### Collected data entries
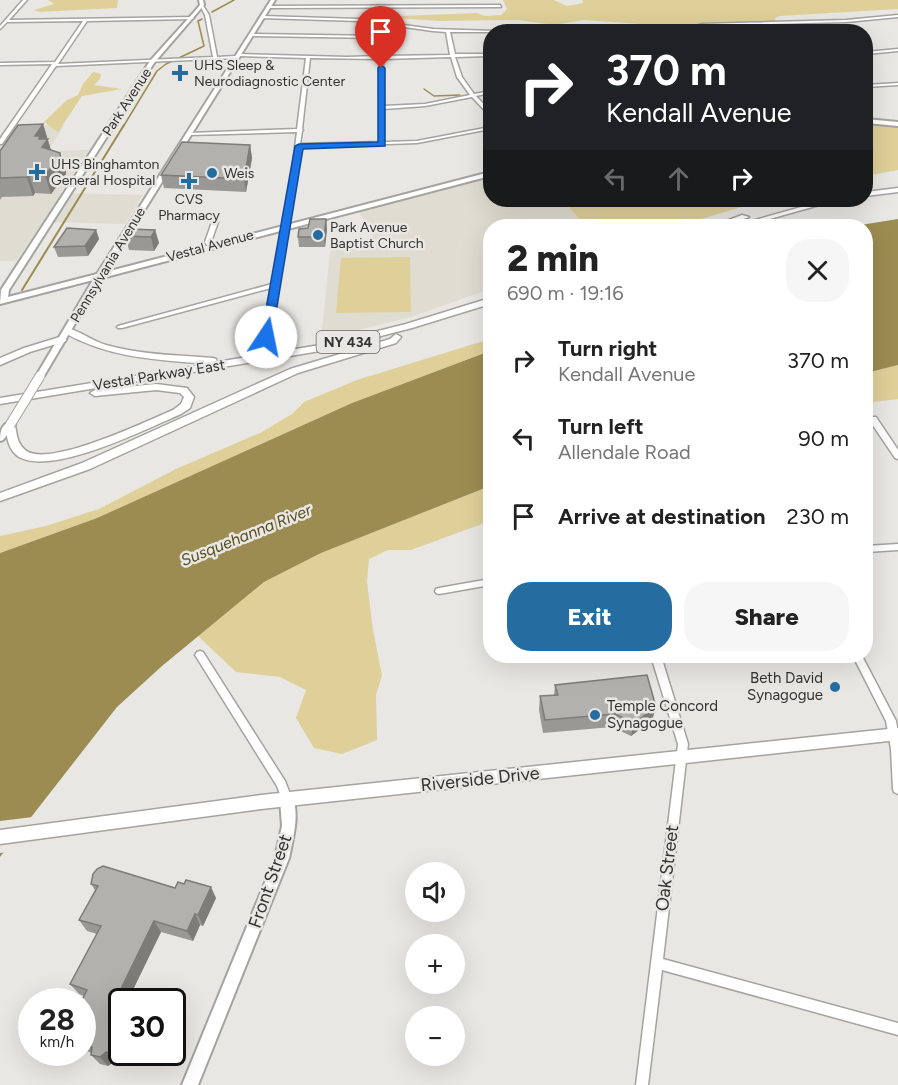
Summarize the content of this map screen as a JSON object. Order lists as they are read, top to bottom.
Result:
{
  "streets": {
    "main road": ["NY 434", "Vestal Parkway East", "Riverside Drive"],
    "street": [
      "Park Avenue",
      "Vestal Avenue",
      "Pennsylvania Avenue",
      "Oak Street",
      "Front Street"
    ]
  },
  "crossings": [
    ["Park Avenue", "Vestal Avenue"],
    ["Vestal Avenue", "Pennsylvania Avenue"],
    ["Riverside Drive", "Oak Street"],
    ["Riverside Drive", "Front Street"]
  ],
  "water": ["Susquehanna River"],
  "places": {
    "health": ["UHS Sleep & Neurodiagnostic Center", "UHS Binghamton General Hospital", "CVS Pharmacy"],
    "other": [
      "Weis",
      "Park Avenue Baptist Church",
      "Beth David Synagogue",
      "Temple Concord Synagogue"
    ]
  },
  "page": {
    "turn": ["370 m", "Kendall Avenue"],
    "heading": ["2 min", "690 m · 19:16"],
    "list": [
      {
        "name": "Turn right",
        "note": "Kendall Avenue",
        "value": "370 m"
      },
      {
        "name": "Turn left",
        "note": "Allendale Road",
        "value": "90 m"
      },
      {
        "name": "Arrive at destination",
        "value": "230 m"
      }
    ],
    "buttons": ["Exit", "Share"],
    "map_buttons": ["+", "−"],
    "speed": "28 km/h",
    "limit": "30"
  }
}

### YOUR OBJECTIVE
Your reply should be a single number: the count of lines above that contain the word "Riverside".

### ANSWER
3